Four main paintings will grace the facade of the arch. One will commemorate the legacy of the U.S. Rubber Company, which manufactured inflatable decoy tanks used by General Patton during World War II to trick the Axis into thinking the Allies had more firepower than they really did.
Another will feature the arrival of French Field Marshal Ferdinand Foch, who visited Woonsocket after World War I to honor the sacrifices of the sons of Woonsocket during the Great War. Because the city was a bastion of French-Canadian culture, many of the soldiers with roots in the city ended up working closely with the French because they could speak the language.
Another visual will honor the city’s industrial heritage through the years, from the Social Mill complex, once the largest cotton-spinning factory in the world, to CVS/Caremark, the second-largest pharmacy chain in the nation. Still another will trace the epic migration of the Quebecois from Canada, where they abandoned their farm-based economy on the gamble of a new way of life in the burgeoning collection of Woonsocket’s mills at the dawn of the textile era.
With the block party scheduled for the end of the month, the arch will be standing nearly three weeks before the event, though workers will be adding the finishing touches for much of that time. The structure will be dismantled shortly after the block party, according to Beauparlant.
Because of the city’s financially strapped condition, all of the money to build the structure has come from a series of festive fundraisers that began several weeks ago. Organizers also embarked on a campaign to raise money by selling advertising flags for display on Main Street to private companies big and small.
The next fundraiser, dubbed “Rock the Art,” is tonight at River Falls, 74 South Main St. For $10, patrons can dine, dance, mingle with artists and peruse their works at the riverside restaurant. The event begins at 6 p.m.

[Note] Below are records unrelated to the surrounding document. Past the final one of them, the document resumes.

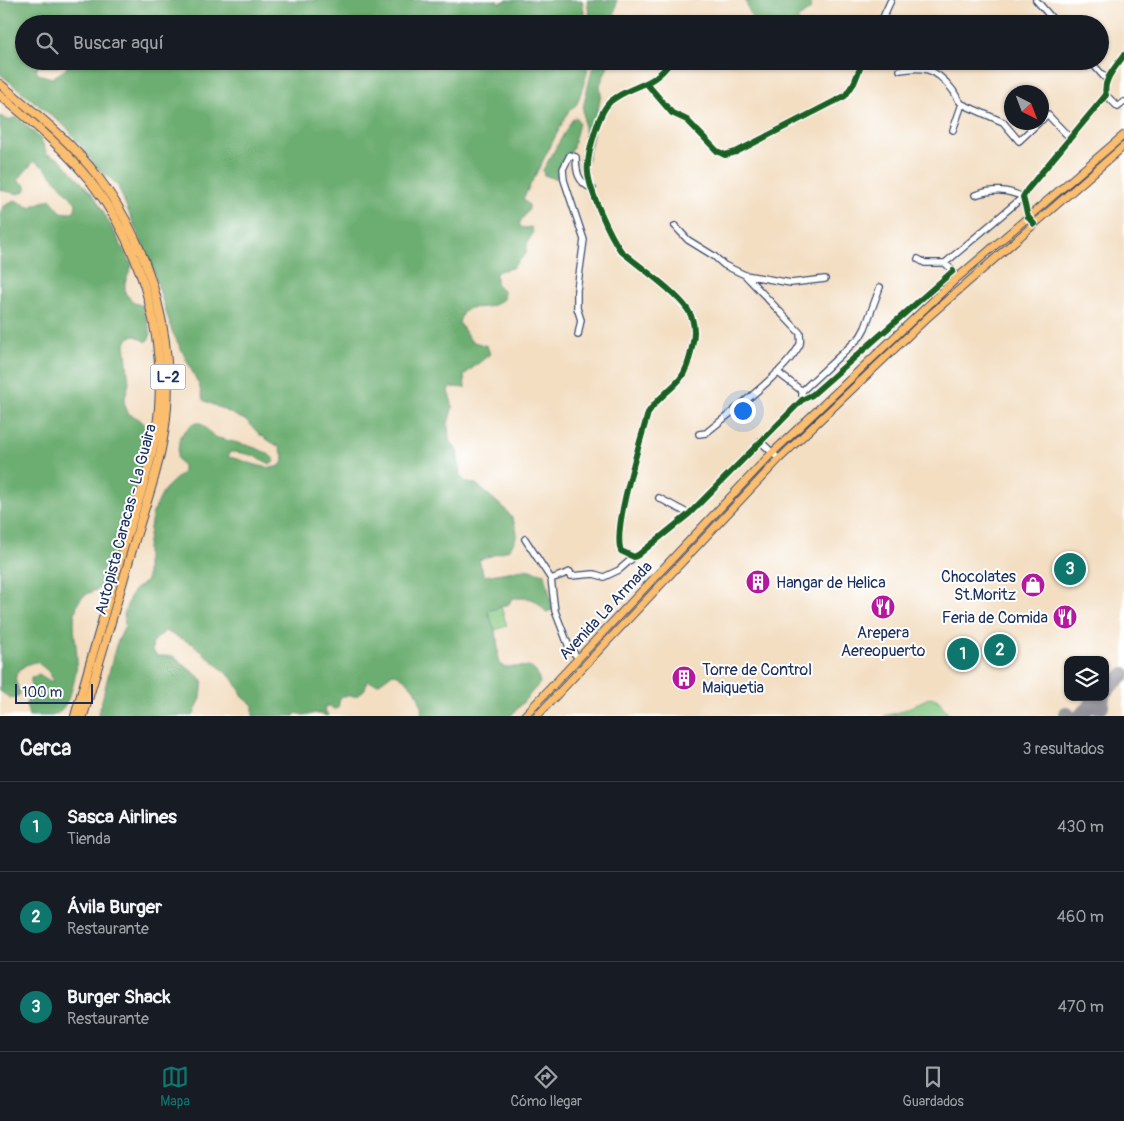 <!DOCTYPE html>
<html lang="es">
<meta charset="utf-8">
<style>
body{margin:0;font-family:Pangolin,sans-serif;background:#20242c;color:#f1f3f6}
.controls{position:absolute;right:15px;bottom:15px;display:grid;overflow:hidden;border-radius:10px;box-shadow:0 1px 4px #0004}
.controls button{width:45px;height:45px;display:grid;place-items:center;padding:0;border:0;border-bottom:1px solid #363941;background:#171b24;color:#f1f3f6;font:25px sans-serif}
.compass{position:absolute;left:1004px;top:85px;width:45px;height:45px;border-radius:50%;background:#171b24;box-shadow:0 1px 4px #0004;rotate:138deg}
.scale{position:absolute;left:15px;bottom:12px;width:78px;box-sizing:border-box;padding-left:5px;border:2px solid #1b2f5e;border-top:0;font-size:14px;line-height:18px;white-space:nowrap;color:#1b2f5e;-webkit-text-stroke:4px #fff;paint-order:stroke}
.you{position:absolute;left:742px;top:410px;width:18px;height:18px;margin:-12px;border:4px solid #fff;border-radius:50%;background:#1a73e8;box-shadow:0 0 0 8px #1a73e833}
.badge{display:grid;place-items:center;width:32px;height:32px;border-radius:50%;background:#0f766e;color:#fff;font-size:16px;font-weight:700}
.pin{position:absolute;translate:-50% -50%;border:2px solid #fff;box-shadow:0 1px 5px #0006}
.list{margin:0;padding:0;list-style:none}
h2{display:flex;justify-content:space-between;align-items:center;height:65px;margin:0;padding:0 20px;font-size:21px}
h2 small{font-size:16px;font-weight:400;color:#9ea1a6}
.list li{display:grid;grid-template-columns:32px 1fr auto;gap:15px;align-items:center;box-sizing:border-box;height:90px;padding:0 20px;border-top:1px solid #363941}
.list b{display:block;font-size:19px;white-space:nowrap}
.list p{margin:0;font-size:16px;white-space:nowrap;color:#9ea1a6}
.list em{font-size:16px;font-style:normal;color:#9ea1a6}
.icon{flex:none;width:28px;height:28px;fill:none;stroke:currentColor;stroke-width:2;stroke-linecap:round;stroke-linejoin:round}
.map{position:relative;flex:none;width:1124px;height:716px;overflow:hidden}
.search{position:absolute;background:#171b24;box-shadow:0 1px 4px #0004;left:15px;right:15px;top:15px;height:55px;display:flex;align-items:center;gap:12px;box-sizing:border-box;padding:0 18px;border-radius:28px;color:#9ea1a6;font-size:19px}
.sheet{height:335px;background:#171b24}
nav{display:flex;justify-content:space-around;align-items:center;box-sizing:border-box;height:70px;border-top:1px solid #363941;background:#171b24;font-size:14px;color:#9ea1a6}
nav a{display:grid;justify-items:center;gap:2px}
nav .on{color:#0f766e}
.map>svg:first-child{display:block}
</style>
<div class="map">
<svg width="1124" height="716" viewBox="0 0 1124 716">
<rect width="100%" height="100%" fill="#fff"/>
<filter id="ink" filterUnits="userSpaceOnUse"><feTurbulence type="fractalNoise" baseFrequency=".02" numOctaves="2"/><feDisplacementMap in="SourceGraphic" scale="10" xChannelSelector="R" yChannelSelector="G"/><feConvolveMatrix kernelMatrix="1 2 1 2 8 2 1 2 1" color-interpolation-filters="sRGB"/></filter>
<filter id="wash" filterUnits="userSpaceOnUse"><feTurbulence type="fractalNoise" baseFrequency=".0096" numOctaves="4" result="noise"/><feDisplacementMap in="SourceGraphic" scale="20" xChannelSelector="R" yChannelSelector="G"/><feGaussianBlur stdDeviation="1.12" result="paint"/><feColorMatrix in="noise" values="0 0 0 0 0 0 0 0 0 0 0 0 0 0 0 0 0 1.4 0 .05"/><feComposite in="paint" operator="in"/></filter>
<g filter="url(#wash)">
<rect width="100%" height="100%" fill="#f3dec2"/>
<path fill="#86c983" stroke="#507c70" d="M 501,607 L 507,626 L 495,630 L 488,611 Z
M 931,697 L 938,700 L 950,716 L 884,716 L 900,712 Z"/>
<path fill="#6cad71" stroke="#446e68" d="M 0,0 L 372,0 L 392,5 L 393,1 L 389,0 L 497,0 L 499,3 L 507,0 L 582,0 L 586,24 L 24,24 L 24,61 L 63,61 L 58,66 L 39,66 L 36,69 L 38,74 L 52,78 L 66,69 L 69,61 L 588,61 L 587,74 L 577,104 L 568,112 L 523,199 L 529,205 L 529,209 L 519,224 L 523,228 L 531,227 C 535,235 531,235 528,242 C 526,245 527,250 526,254 L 512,268 L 499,271 L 496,274 L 496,284 L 504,292 L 503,299 C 491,309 484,307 469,308 L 463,312 L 459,322 L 471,341 L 487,346 L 490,354 L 464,375 L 465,388 L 450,387 L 448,391 L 453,406 L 448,424 L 449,439 L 457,451 L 460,476 L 466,482 L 476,484 L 505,509 L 513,519 L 517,532 L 515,541 L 508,550 L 479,560 L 484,576 L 526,569 L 545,574 L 553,610 L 546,612 C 532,595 532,599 512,598 L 509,604 L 488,611 L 497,637 L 499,663 L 505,667 C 521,668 536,660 540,683 L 511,716 L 421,716 C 424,697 409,679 393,673 L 378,684 L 367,681 L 365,689 L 357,696 L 344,696 L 340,698 L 338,708 L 334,709 L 326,705 L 324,710 L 329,716 L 314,713 C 308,716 304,716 297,713 L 294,716 L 253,716 L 253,705 L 244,698 L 234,680 L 193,644 L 165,631 L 153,642 L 152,650 L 158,656 L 173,656 L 203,680 L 201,698 L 193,716 L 98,716 L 116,645 L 125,626 L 124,614 L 129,599 L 134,590 L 147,581 L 147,548 L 152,515 L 164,490 L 183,472 L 183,466 L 177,458 L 180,436 L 193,423 L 201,423 C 206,427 210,434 215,437 C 229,442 270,447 275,462 L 270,464 C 257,456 245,452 230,452 L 228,457 C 244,459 267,473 281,465 L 284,458 L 279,447 L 260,435 L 247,421 L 203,400 L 199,385 L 172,331 L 154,273 L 117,184 L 97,168 L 68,129 L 0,74 Z
M 587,0 L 617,0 L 613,24 L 591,24 Z
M 745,0 L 812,0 L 810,10 L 797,19 L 800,23 L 817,24 L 754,24 Z
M 594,61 L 610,61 L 600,85 L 601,95 L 584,177 L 580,161 L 585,144 L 583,108 Z
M 0,116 L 8,120 L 17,117 L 41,139 L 47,154 L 60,159 L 95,197 L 132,265 L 125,283 L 125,293 L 134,303 L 142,305 L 151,334 L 147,342 L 136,336 L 129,337 L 125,343 L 129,383 L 124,402 L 128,413 C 132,416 135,416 139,419 C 150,427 148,440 145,451 C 133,494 125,540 107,580 C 101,593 84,590 78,603 C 70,623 77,640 77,660 C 77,675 69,712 52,716 C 45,716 36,716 29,716 L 26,704 L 31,694 L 31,678 L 39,674 L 50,681 L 54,681 L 48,671 L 37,662 C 28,662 13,671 16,682 C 17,686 19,689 20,693 L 18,697 L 10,698 L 0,691 L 0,213 L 3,207 L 15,200 L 30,207 L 50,199 L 61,212 L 70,213 L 75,210 L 76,203 L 44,167 L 34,161 L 18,180 L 26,186 L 26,190 L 19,194 L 0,190 Z
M 576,117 L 579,123 L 573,147 L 556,179 L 544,175 L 543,170 L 572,120 Z"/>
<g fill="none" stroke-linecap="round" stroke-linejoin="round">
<path stroke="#878690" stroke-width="14" d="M 1105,692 L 1124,674
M 1093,697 L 1091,706 L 1102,707 L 1103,697
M 1066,713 L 1069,716
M 1080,716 L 1097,699"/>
</g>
</g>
<g filter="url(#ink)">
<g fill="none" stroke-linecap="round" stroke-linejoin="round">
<defs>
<path id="minor" d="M 1036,0 L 1057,24
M 880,24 L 891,0
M 671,61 C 653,88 632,84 611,101 C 598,112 586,157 588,173 C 590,192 610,236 621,251 C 640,267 675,291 688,310 C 695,321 695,335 692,347 C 690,358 687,370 680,379 C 670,391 656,399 648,413 C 641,440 612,528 621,551 L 634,557 L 638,555 L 689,514 L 802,400 L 812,395 L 953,271
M 1090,61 L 1107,80
M 900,70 C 923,66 935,68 951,88 C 956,93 956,99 962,104 L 1003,122 L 1019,141 L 1039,122
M 647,84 L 672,113 L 687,120 L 717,151 L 725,155 L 736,152 L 845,96 L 854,83 L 863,61
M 1106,95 L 1118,107 L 1124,102
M 1042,120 L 1047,114 L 1069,137
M 953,130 L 962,104
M 1034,224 L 1028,217 L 1023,197 L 1027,190 L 1106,95 C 1102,80 1116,67 1124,55
M 675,226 L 688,240 L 714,256 L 724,265 L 745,275 L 800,333 C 800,337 801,340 800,344 C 789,369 729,414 706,433 L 699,434
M 918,259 L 925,263 L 945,263 L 954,272
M 945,263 L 1023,197 C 1006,189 993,189 975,195
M 745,275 L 791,283 L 825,279
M 578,335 L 581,320 L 577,308 L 577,290 L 584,240 L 564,180 L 563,169 L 570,155 L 576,157 C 576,172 578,183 593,189
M 777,372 L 802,391 L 802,400
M 802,391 L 860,337 L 865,328 L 880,287
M 760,441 L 779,459
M 659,498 L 689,514
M 525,539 L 551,579 L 555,611 L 569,647 L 578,658
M 551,579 L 570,572 L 571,576 L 594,574 L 604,577 L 619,570 L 634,557"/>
<path id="major" d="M 524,716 L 772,453 L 957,278 L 1124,135
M 537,716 L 779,459 L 929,316 L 1124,146"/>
<path id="highway" d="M 0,84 C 35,113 71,141 98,177 C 152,249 178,344 164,433 C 158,473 143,511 132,550 C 116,605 100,661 83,716
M 0,95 C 32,122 64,148 90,181 C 144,250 170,346 156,433 C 149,472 135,511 123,549 C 107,605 91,660 75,716"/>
</defs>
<use href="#minor" stroke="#3b496d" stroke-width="8"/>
<use href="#major" stroke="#3b496d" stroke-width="9"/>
<use href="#highway" stroke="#3b496d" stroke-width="10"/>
<use href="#minor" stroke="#fff" stroke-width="5.5"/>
<use href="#major" stroke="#fbbd6e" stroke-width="7"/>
<use href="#highway" stroke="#fbbd6e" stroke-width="8"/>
<defs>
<path id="cycleway" d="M 671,61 C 653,88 632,84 611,101 C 598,112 586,157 588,173 C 590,192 610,236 621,251 C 640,267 675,291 688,310 C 695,321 695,335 692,347 C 690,358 687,370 680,379 C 670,391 656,399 648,413 C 641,440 612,528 621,551 L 634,557 L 638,555 L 689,514 L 802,400 L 812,395 L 953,271
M 647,84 L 672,113 L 687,120 L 717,151 L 725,155 L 736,152 L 845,96 L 854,83 L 863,61
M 1034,224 L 1028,217 L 1023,197 L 1027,190 L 1106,95 C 1102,80 1116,67 1124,55"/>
</defs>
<use href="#cycleway" stroke="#fff" stroke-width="9"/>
<use href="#cycleway" stroke="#1b5e20" stroke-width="6"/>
</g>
</g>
<defs>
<symbol id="building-disc" viewBox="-11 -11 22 22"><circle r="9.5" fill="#b5179e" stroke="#fff"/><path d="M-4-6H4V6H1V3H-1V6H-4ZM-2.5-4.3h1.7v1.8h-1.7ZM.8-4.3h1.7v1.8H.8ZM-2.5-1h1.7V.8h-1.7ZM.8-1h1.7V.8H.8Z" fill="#fff"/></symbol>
<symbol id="shop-disc" viewBox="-11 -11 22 22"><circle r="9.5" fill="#b5179e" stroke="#fff"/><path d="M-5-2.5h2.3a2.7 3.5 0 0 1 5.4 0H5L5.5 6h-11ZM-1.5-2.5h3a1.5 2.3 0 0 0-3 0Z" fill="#fff"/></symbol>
<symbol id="restaurant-disc" viewBox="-11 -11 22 22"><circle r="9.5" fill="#b5179e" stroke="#fff"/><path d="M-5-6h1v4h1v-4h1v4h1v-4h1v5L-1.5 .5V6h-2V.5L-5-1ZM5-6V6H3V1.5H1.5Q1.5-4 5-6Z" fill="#fff"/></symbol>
</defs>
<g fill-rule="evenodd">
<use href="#building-disc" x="744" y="568" width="28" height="28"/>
<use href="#shop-disc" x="1019" y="571" width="28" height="28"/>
<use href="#restaurant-disc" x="869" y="593" width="28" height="28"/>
<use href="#restaurant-disc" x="1051" y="603" width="28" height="28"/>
<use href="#building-disc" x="670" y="664" width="28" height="28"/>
</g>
<g text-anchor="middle" stroke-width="4" stroke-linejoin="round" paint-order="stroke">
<rect fill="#fff" stroke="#5f6d8e" stroke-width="1" x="150.5" y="364.5" width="35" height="25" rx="4"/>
<g font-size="15" font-weight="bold" fill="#1b2f5e">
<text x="168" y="382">L-2</text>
</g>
<g font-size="16" fill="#1b2f5e" stroke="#fff">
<text transform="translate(125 519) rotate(-75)" y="6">Autopista Caracas - La Guaira</text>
<text transform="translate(605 610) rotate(-47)" y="6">Avenida La Armada</text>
</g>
<g font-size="16" fill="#1b2f5e" stroke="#fff" text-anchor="end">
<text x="1016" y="582">Chocolates<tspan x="1016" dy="18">St.Moritz</tspan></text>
<text x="776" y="588" text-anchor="start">Hangar de Helica</text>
<text x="1048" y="623">Feria de Comida</text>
<text x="883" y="638" text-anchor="middle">Arepera<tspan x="883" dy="18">Aereopuerto</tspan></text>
<text x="702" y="675" text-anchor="start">Torre de Control<tspan x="702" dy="18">Maiquetia</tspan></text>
</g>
</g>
</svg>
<div class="controls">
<button><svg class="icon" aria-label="layers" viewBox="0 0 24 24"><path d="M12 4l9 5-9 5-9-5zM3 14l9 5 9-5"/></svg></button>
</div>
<svg class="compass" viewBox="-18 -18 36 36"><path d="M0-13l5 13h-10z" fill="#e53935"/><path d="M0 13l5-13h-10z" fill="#9ea1a6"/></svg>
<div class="scale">100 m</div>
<div class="you"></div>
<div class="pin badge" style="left:963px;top:654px">1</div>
<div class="pin badge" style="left:1000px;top:650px">2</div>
<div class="pin badge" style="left:1070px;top:569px">3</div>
<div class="search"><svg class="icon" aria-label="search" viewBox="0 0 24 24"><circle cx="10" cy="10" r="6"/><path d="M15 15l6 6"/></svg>Buscar aquí</div>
</div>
<section class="sheet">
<h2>Cerca<small>3 resultados</small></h2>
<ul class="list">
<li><span class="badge">1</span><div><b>Sasca Airlines</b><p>Tienda</p></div><em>430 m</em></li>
<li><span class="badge">2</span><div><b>Ávila Burger</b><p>Restaurante</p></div><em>460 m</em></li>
<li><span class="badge">3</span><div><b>Burger Shack</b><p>Restaurante</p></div><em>470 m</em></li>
</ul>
</section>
<nav>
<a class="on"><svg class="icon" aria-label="map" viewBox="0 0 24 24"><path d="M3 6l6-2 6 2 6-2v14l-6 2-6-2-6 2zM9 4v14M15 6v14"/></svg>Mapa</a>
<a><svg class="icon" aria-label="directions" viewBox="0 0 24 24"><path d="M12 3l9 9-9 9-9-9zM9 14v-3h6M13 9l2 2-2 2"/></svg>Cómo llegar</a>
<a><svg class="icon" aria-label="saved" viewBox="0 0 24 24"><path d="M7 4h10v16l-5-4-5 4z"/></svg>Guardados</a>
</nav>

Two more fundraisers will be held before the big bash on Aug. 29. St. Ann’s Arts & Cultural Center, a former church with the largest collection of Italianate frescoes in America, will feature a nostalgia-flavored fest called “Then & Now,” with a slide show of city history, on Aug.14. Also, Chan’s, a jazz hotspot with an international reputation, will present “Jazz Up Woonsocket Night” with live music and food on Aug. 20.
It’s all about building a monument to a scale that matches the biggest block party on the East Coast, according to Beauparlant.
“By volume it will be the largest monument in the state,” he says. “For a month, anyway.”